MATERIAL PROVIDED
[Start of section]

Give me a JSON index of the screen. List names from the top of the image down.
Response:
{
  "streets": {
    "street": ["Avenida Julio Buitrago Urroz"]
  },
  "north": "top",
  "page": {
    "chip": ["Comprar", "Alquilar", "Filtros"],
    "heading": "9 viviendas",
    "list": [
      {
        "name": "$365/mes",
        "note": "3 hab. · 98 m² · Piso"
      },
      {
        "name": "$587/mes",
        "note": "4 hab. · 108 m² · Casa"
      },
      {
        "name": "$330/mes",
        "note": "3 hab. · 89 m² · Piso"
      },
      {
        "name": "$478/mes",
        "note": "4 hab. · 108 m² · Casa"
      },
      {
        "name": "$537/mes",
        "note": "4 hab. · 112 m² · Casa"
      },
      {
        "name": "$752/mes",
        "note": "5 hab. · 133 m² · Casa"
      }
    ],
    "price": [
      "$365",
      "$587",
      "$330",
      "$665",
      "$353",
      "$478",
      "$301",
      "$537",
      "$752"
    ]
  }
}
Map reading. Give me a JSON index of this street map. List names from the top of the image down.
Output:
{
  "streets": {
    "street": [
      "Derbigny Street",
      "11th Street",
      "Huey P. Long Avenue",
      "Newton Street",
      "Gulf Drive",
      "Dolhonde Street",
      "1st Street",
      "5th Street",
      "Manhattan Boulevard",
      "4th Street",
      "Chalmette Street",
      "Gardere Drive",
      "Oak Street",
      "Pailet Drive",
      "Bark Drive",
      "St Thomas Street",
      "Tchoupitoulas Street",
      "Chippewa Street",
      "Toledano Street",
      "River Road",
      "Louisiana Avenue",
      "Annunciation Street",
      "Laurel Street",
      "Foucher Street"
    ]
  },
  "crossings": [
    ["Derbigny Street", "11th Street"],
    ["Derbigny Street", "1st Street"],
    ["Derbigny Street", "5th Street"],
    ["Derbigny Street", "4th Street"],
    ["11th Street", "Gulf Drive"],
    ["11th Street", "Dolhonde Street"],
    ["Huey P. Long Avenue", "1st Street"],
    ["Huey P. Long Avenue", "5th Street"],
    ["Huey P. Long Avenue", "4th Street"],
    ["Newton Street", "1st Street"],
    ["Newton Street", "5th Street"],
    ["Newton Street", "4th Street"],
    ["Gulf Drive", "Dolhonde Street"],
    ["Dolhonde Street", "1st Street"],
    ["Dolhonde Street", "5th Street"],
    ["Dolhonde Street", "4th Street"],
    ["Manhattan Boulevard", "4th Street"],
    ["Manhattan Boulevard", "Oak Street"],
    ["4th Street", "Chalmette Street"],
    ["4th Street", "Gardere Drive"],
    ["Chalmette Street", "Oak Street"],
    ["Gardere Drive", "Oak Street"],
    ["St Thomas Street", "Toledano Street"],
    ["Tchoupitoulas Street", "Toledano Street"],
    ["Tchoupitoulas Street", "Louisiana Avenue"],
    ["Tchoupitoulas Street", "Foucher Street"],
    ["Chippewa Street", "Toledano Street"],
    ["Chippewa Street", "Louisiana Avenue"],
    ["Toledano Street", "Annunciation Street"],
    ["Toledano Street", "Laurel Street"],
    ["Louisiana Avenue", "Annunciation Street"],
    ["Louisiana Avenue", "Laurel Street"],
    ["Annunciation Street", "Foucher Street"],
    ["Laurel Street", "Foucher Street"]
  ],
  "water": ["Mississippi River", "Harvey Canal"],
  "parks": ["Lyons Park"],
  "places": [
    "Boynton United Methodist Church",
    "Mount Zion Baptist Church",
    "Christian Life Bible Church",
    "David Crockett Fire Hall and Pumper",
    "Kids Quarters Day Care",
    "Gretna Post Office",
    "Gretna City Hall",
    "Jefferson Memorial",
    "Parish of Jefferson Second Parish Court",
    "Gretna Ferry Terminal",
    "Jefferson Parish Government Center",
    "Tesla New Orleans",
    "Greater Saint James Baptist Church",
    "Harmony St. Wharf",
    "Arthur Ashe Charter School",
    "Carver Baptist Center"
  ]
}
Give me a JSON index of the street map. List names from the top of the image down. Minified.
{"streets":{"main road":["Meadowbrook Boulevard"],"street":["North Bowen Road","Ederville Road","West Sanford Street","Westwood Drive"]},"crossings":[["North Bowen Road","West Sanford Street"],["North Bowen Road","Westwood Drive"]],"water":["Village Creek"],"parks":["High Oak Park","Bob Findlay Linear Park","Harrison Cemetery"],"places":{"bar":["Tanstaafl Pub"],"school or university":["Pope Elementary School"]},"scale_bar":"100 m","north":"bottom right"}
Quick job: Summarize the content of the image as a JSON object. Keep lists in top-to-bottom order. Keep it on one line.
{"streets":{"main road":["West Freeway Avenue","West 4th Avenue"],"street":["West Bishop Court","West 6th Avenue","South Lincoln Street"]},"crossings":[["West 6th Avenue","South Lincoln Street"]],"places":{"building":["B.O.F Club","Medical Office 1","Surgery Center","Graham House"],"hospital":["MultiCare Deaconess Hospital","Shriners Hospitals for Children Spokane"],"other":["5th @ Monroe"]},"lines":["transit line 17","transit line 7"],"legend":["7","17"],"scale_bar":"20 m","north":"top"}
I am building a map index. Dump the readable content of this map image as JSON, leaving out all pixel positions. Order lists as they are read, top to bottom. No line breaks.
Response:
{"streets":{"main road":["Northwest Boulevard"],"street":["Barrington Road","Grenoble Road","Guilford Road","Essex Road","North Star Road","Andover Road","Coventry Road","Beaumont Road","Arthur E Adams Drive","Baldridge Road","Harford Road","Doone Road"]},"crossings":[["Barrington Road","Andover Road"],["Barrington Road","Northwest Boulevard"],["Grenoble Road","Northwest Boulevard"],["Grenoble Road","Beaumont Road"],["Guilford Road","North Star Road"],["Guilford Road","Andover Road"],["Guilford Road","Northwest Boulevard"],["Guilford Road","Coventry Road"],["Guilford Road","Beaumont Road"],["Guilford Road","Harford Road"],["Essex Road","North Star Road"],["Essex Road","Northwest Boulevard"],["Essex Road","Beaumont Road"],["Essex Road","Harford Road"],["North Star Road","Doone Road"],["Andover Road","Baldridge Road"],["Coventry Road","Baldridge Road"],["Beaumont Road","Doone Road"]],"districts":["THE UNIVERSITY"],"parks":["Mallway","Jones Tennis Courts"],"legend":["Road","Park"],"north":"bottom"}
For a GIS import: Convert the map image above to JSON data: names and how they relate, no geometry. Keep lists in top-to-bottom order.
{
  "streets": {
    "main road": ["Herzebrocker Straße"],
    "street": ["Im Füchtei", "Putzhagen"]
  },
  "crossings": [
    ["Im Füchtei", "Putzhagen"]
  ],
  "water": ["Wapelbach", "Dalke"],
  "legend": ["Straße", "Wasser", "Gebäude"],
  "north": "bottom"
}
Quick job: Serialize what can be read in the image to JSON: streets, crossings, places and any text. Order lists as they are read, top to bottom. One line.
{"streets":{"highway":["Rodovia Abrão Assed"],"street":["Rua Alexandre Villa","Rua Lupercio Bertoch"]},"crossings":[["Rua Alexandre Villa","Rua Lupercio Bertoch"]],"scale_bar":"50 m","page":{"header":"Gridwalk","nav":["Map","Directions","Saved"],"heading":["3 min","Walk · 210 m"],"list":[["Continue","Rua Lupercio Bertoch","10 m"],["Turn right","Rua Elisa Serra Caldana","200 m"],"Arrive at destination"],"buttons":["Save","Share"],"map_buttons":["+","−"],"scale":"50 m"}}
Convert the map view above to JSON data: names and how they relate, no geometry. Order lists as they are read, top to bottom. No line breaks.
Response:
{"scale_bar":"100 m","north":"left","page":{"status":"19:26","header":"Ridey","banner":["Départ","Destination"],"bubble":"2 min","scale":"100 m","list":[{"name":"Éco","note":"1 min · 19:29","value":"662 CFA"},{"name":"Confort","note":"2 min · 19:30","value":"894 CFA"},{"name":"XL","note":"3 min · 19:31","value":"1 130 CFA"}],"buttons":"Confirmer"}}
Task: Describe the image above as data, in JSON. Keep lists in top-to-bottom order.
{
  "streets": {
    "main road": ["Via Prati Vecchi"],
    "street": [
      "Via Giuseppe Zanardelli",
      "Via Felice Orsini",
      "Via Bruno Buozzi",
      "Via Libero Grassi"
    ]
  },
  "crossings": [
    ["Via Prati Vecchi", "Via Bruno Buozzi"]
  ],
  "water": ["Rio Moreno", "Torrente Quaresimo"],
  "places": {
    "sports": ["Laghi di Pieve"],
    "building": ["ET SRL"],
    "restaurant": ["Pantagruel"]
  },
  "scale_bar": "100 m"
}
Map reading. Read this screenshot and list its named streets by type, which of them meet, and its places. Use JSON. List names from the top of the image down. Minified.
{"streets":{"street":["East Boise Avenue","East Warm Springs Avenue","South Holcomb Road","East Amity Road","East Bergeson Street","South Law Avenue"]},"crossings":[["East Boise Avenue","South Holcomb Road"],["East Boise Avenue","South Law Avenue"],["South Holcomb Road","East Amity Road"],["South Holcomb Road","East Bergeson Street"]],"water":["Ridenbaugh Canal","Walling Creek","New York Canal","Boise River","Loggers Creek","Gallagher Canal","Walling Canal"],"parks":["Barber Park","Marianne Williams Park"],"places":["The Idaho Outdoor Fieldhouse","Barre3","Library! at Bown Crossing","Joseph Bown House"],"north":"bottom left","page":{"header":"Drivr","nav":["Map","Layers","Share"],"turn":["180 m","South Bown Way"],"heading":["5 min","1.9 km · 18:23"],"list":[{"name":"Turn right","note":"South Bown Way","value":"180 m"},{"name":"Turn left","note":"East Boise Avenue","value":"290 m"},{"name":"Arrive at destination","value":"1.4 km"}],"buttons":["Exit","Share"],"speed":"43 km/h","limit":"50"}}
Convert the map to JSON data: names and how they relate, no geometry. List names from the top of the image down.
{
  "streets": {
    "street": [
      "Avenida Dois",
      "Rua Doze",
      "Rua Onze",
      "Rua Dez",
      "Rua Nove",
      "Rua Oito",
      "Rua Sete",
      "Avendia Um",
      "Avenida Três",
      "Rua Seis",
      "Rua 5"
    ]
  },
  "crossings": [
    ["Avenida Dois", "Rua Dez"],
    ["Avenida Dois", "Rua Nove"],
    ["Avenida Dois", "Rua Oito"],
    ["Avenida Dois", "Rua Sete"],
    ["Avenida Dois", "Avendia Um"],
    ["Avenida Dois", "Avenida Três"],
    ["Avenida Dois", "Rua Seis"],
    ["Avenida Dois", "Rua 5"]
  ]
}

[End of section]

YOUR TASK
Go through the data and count each line that has the word "Prati", then give the total alone.

EXERCISE ANSWER
2